Otherwise lawfully operating political movements, however distasteful, must be confronted through argument and competition rather than through a ban. If not, you don’t have a true democracy. A free marketplace of ideas remains the most powerful mechanism for exposing bad arguments and marginalizing those who peddle them.
Germany’s desire to police the boundary of political discourse is understandable. The Basic Law, adopted in 1949 in the long shadow of the Third Reich, grants the state sweeping powers to dissolve parties that threaten the democratic order. Only two have ever been banned, both in the 1950s. The swastika, the Hitler salute, and the SS motto “Alles für Deutschland” (“everything for Germany”) have all been criminal offenses under the criminal code for decades. And yet Neo-Nazis have simply adapted. They marched under the old Imperial flag, adopted the Black Sun and the Algiz rune, and built networks that the intelligence services estimated as having 24,000 active extremists in 2019.
The American model, for all its imperfections, offers a more durable template.
The United States has tolerated the existence of the Ku Klux Klan for over a century. It has allowed the American Nazi Party, the Aryan Nations, and dozens of white supremacist hate groups to operate on the fringes of its politics. Instead of focusing on speech and political organization, the U.S. prosecutes individuals who commit crimes and turn violent. It also enforces civil rights legislation and allows cultural and political debate. The Klan was defeated by the courage of the Civil Rights movement and by a society that openly rejected its ideology.
Germany should draw from this wisdom.
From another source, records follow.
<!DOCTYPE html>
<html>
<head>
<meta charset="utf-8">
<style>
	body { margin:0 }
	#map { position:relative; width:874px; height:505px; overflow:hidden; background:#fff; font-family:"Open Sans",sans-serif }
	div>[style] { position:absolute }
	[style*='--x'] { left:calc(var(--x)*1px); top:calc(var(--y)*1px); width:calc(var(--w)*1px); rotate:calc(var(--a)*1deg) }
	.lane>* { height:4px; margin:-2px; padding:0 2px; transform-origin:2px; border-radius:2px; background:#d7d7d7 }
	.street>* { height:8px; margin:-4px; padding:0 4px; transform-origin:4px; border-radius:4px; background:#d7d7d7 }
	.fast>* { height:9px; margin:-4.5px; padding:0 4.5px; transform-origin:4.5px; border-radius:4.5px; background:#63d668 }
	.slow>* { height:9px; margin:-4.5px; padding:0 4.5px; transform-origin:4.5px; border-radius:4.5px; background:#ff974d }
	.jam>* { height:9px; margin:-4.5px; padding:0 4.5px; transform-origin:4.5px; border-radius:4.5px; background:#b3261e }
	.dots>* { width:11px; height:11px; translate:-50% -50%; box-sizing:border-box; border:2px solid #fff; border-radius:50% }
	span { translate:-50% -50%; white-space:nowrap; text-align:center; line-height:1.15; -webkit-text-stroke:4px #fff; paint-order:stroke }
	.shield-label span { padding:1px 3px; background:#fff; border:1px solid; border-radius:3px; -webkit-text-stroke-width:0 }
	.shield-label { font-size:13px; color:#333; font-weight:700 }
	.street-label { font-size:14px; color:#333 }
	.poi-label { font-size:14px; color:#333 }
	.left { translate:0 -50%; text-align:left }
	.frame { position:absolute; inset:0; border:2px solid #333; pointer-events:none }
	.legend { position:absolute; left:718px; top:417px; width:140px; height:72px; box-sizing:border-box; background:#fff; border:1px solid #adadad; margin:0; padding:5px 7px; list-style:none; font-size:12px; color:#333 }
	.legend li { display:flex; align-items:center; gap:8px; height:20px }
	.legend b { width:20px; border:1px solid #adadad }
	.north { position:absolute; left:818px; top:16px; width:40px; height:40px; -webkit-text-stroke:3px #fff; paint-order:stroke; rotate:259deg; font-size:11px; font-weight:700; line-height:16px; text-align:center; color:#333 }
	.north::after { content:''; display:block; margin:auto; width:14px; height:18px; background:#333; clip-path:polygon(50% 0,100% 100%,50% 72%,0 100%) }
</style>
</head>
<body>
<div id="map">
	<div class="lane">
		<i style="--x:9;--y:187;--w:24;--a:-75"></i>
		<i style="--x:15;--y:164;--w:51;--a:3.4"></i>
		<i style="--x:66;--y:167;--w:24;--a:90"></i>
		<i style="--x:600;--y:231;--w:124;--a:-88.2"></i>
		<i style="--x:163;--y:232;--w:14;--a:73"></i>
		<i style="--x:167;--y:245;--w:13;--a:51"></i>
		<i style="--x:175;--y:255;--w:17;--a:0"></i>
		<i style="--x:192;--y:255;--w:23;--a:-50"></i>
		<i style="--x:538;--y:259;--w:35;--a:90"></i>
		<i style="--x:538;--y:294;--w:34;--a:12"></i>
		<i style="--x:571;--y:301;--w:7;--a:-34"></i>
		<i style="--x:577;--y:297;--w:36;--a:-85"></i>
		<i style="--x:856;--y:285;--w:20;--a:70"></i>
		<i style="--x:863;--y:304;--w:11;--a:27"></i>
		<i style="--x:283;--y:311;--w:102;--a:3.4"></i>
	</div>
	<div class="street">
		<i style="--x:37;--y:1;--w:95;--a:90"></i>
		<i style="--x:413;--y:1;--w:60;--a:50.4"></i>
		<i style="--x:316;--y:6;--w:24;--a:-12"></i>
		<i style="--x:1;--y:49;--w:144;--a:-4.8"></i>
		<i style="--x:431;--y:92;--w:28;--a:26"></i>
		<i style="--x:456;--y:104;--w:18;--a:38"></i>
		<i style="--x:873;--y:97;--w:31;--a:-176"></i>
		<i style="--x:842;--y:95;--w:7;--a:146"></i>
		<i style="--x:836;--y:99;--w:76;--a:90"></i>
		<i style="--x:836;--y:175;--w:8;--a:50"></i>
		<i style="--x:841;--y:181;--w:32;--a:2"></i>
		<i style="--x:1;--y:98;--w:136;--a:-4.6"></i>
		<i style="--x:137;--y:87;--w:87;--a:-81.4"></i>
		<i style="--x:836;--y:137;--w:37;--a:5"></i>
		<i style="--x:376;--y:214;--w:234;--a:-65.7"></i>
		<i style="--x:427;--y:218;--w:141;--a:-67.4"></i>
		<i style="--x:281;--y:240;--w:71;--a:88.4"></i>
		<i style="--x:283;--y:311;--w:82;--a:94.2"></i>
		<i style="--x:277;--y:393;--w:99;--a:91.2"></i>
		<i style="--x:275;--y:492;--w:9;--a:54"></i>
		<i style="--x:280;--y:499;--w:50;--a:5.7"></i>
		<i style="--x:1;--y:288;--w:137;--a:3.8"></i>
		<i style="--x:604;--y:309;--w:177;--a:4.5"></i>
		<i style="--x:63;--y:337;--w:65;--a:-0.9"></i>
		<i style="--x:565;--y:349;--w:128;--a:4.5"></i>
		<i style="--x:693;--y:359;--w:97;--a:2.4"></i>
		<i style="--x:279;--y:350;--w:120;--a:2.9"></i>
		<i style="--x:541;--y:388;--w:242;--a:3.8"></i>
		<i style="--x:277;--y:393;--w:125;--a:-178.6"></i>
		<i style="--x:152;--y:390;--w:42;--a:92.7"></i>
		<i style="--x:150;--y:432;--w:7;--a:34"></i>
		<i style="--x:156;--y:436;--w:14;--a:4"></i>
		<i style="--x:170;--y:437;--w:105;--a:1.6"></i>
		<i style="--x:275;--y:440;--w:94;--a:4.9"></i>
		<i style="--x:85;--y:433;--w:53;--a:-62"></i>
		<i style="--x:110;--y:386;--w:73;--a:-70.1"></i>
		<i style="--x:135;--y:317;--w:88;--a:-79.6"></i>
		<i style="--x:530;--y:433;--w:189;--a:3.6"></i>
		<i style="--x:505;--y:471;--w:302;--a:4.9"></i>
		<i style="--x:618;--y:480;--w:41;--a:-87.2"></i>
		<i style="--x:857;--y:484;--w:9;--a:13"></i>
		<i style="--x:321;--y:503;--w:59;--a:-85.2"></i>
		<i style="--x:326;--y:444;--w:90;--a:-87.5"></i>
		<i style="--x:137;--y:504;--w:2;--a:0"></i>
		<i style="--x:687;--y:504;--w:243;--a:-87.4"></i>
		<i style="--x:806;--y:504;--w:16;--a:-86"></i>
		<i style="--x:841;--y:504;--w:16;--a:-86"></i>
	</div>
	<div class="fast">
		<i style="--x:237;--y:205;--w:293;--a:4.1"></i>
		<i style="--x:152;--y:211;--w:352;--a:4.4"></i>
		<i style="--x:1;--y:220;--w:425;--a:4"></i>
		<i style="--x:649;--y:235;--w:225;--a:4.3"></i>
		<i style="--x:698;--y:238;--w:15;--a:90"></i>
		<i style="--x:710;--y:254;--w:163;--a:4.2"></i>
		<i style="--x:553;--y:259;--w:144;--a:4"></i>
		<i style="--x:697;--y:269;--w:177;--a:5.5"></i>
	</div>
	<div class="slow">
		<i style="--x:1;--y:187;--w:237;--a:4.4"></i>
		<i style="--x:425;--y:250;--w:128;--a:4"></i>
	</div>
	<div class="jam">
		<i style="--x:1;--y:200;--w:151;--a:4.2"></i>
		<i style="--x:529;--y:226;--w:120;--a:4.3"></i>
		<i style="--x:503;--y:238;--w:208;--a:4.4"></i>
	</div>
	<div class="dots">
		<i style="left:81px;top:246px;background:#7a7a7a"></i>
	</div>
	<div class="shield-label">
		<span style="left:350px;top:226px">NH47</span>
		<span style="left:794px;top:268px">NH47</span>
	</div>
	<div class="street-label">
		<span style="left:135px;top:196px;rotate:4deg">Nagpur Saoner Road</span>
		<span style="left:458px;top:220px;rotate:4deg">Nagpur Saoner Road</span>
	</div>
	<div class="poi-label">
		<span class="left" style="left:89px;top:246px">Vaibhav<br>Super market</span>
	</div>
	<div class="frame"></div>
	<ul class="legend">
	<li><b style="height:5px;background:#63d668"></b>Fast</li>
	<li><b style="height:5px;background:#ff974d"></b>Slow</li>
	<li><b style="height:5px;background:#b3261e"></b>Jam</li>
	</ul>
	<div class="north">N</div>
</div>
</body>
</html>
Slapping a state-sanctioned label on a party that won over 20% of the vote and 152 seats in the Bundestag parliament in the last election achieves the opposite of its intended purpose. It gives the AfD exactly the narrative it craves. Prohibition has a long history of making the prohibited more attractive.
The targeting has also made the AfD subject of otherwise undue admiration among prominent American right-wing figures. Elon Musk declared that “only the AfD can save Germany,” and Steve Bannon has long championed the party. Vice President JD Vance met the leader of AfD, Alice Weidel, in Munich in February 2025. These Americans fail to recognize that the party they champion is, at its ideological core, profoundly anti-American. Weidel has described Germans as a “slave” of the U.S. Other senior party members have long expressed opinions presenting the U.S. as oppressing Germany. The party far prefers Moscow to Washington.
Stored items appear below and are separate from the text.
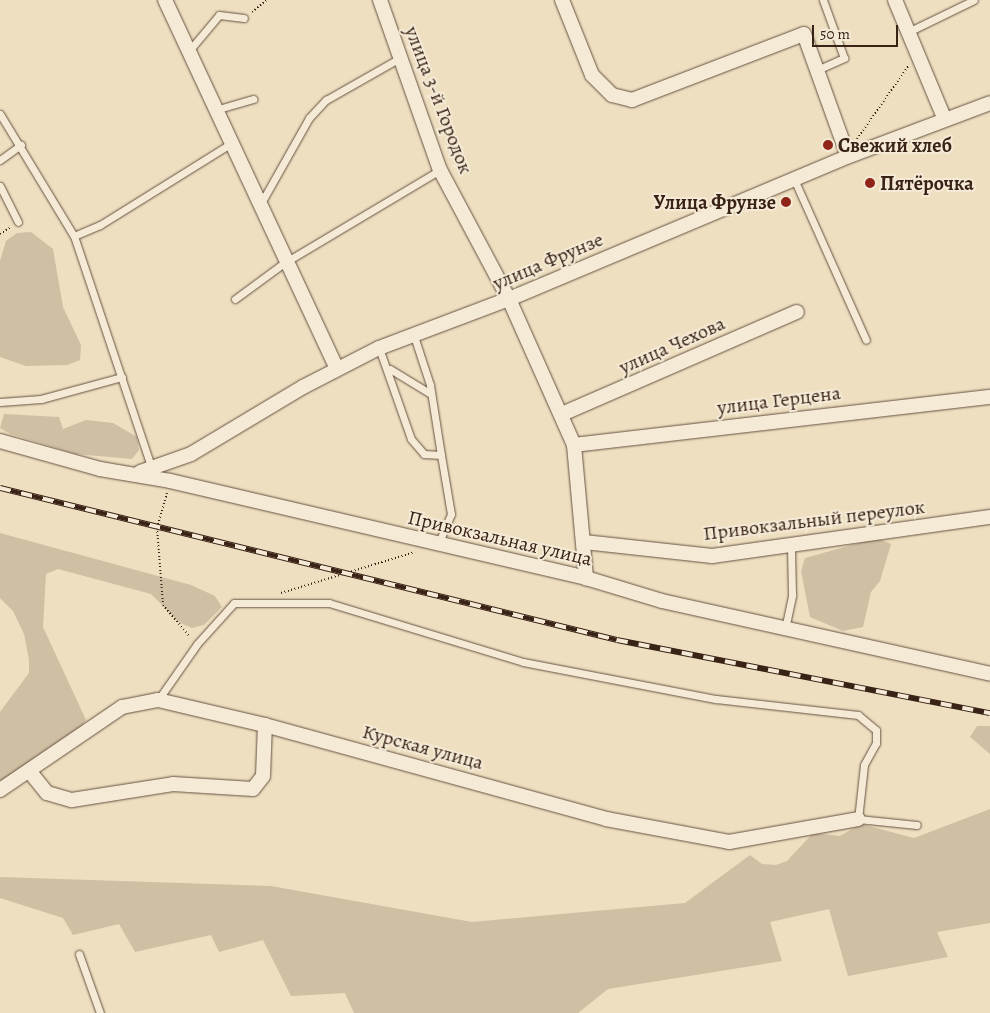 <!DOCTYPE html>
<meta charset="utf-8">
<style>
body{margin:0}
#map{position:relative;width:990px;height:1013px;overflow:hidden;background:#eedfc0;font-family:Alegreya,serif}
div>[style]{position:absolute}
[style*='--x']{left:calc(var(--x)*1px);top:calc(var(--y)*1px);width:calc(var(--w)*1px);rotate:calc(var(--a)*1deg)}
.green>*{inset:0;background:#cfbfa3}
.path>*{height:2px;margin-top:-1px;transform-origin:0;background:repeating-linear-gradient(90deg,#392216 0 1px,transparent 0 3.5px)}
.roads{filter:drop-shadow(0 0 1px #665140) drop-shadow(0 0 1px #665140)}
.service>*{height:7px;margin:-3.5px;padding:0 3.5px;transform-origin:3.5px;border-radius:3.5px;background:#f4ead6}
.minor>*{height:14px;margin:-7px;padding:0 7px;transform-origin:7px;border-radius:7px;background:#f4ead6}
.rail>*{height:5.5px;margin-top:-2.75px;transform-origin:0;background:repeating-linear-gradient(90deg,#f4ead6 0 11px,#392216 0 22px);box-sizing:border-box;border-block:1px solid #392216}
.dots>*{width:14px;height:14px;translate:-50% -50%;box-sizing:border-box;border:2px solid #f4ead6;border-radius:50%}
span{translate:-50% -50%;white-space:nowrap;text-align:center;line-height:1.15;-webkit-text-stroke:4px #f4ead6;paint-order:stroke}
.street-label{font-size:20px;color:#392216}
.poi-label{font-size:20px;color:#392216;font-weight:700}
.left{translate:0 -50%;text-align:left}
.right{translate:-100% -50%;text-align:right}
.scale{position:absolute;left:812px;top:25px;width:86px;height:22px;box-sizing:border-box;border:2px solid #392216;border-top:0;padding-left:6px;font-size:15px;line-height:18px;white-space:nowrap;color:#392216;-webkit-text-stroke:4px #f4ead6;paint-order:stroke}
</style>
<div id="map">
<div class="green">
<div style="clip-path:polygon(31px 232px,53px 249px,63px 307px,81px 345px,80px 360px,67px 365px,26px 366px,0 357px,0 261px,6px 241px,17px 233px)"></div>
<div style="clip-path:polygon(4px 414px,59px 417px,63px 429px,86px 420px,113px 423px,137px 437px,139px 450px,132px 459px,76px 454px,10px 434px,0 428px)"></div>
<div style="clip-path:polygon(0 533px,191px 585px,215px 596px,222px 607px,204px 625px,192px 628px,180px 623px,151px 594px,58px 569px,46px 574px,43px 627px,86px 720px,80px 729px,0 782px,0 712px,29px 673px,29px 660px,24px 634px,13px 611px,0 598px)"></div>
<div style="clip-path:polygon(877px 538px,891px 544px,880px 581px,871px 592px,863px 627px,843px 631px,810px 617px,801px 571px,805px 558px)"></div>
<div style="clip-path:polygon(977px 726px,990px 726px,990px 754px,970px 737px)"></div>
<div style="clip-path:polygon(990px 809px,990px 923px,937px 932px,948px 957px,848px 976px,829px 909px,770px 922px,782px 961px,608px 989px,578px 1013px,354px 1013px,345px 993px,291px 996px,263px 940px,219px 952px,211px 935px,135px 952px,119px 924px,73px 935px,63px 918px,0 898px,0 877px,271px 886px,472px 922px,685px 903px,750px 855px,762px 864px,776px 865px,787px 861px,813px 833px,840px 836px,861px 824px,914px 838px)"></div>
</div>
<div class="path">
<div style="--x:252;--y:12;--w:19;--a:-39"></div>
<div style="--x:857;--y:139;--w:90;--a:-54.9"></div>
<div style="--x:0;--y:234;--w:13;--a:-32"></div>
<div style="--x:167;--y:493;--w:36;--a:106"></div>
<div style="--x:157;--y:528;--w:77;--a:85.5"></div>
<div style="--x:163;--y:605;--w:42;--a:49.8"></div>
<div style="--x:281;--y:593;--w:140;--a:-17"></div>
</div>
<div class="roads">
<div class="service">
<div style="--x:908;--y:32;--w:73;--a:-25.9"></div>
<div style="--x:188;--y:52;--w:48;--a:-50"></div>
<div style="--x:219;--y:15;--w:25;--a:7"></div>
<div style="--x:817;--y:70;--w:30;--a:-24"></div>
<div style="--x:844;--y:58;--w:62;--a:-109.9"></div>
<div style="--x:215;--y:110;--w:40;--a:-16"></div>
<div style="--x:0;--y:114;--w:143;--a:58.8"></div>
<div style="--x:74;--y:236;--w:246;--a:71.5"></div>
<div style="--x:0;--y:160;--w:26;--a:-36"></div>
<div style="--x:794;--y:179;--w:176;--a:65.9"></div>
<div style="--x:0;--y:186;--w:40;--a:63.4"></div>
<div style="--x:260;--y:205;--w:100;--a:-60.6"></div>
<div style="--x:309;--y:118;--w:25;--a:-47"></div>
<div style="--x:326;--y:100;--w:85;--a:-29.6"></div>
<div style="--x:74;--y:236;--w:28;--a:-23"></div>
<div style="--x:100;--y:225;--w:153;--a:-31.9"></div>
<div style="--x:235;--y:299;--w:61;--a:-36.3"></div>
<div style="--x:284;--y:263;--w:182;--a:-30.8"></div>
<div style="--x:414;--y:336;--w:52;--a:71.9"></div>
<div style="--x:430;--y:385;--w:71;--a:81.1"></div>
<div style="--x:379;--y:348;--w:96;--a:70.6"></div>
<div style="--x:411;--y:439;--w:20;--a:49"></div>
<div style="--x:424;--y:454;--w:17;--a:3"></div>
<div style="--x:441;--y:455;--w:60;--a:80.4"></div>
<div style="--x:451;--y:514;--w:33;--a:113"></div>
<div style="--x:390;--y:369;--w:48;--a:31.4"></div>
<div style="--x:0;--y:402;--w:41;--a:-4.2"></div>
<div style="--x:41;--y:399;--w:84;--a:-15.2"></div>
<div style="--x:785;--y:629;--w:35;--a:-78"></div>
<div style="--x:792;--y:595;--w:49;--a:-91.2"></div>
<div style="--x:158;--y:700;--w:68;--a:-55.1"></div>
<div style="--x:197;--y:644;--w:55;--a:-47.9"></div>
<div style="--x:234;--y:603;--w:95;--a:0"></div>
<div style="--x:329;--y:603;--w:203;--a:16.9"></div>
<div style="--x:523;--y:662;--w:197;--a:10.9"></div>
<div style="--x:716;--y:699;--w:143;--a:6.4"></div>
<div style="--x:858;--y:715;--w:23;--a:40"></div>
<div style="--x:876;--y:730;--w:13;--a:90"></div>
<div style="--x:876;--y:743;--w:25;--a:119"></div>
<div style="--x:864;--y:765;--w:54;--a:96.3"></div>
<div style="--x:858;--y:819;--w:59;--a:5.8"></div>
<div style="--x:79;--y:954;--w:63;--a:70.4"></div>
</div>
<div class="minor">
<div style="--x:165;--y:0;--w:407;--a:65"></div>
<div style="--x:380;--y:0;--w:180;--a:70.6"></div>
<div style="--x:440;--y:170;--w:146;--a:61.9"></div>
<div style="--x:509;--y:299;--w:160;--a:66"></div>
<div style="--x:574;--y:445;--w:134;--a:84.8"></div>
<div style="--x:562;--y:0;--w:81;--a:68.2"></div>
<div style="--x:592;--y:75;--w:28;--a:45"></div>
<div style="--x:612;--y:95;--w:21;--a:14"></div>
<div style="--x:632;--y:100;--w:184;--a:-21"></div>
<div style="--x:804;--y:34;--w:130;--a:70.2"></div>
<div style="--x:895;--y:0;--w:128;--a:67.4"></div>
<div style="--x:562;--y:414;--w:256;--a:-23.5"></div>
<div style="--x:0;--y:441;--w:104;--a:15.6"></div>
<div style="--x:100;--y:469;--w:71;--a:9.7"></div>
<div style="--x:170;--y:481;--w:427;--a:13.1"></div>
<div style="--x:586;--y:578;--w:79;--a:16.8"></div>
<div style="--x:662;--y:601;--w:336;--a:12.5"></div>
<div style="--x:574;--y:445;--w:419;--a:-6.6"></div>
<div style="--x:140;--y:472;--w:54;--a:-19.4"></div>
<div style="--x:191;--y:454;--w:131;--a:-30.9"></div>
<div style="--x:303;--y:387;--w:85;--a:-27.2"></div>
<div style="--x:379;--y:348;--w:139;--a:-20.7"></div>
<div style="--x:509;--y:299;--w:372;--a:-22.8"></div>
<div style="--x:852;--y:155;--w:147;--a:-20.6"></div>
<div style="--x:584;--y:542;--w:129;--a:6.2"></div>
<div style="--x:712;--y:556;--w:281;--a:-8"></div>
<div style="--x:30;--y:772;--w:27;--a:51"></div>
<div style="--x:47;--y:793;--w:26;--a:16"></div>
<div style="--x:72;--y:800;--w:102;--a:-9"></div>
<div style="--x:173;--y:784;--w:80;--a:3.6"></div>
<div style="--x:253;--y:789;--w:16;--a:-52"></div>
<div style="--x:263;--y:776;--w:51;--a:-87.8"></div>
<div style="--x:0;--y:790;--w:148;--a:-34.2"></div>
<div style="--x:122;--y:707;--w:37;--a:-11"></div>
<div style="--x:158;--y:700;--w:110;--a:13.2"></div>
<div style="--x:265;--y:725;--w:354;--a:15.4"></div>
<div style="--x:606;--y:819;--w:125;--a:10.6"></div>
<div style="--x:729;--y:842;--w:131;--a:-10.1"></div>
</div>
</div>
<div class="rail">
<div style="--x:0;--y:488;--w:635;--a:13.84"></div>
<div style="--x:617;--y:640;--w:380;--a:11.1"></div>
</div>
<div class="dots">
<div style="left:828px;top:145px;background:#8f2418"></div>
<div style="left:870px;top:183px;background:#8f2418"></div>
<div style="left:786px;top:202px;background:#8f2418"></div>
</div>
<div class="street-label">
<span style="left:439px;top:100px;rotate:69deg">улица 3-й Городок</span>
<span style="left:548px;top:261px;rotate:-23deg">улица Фрунзе</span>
<span style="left:672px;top:345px;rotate:-24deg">улица Чехова</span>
<span style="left:779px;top:400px;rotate:-7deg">улица Герцена</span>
<span style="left:814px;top:520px;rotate:-7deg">Привокзальный переулок</span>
<span style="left:500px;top:538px;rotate:13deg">Привокзальная улица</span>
<span style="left:423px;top:747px;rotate:15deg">Курская улица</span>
</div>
<div class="poi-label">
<span class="left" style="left:838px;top:145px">Свежий хлеб</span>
<span class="left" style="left:880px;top:183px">Пятёрочка</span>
<span class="right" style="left:776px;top:202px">Улица Фрунзе</span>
</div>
<div class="scale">50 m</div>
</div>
In Germany, the AfD has been empowered on the back of genuine grievances: uncontrolled immigration, suffocating bureaucracy, EU overreach, and economic stagnation. These are real problems that mainstream German parties have been slow to address. But the current Chancellor Friedrich Merz may have the answer. Merz has admitted the AfD’s support is driven overwhelmingly by the migration question and that once this is brought under control, the party will shrink back to the margins.
Until then, Germany will keep learning that free societies do not win by deciding which ideas their citizens are permitted to hear. They win by producing better ideas. The Cologne court has upheld that principle. Now it falls to Germany’s politicians to prove it was worth upholding.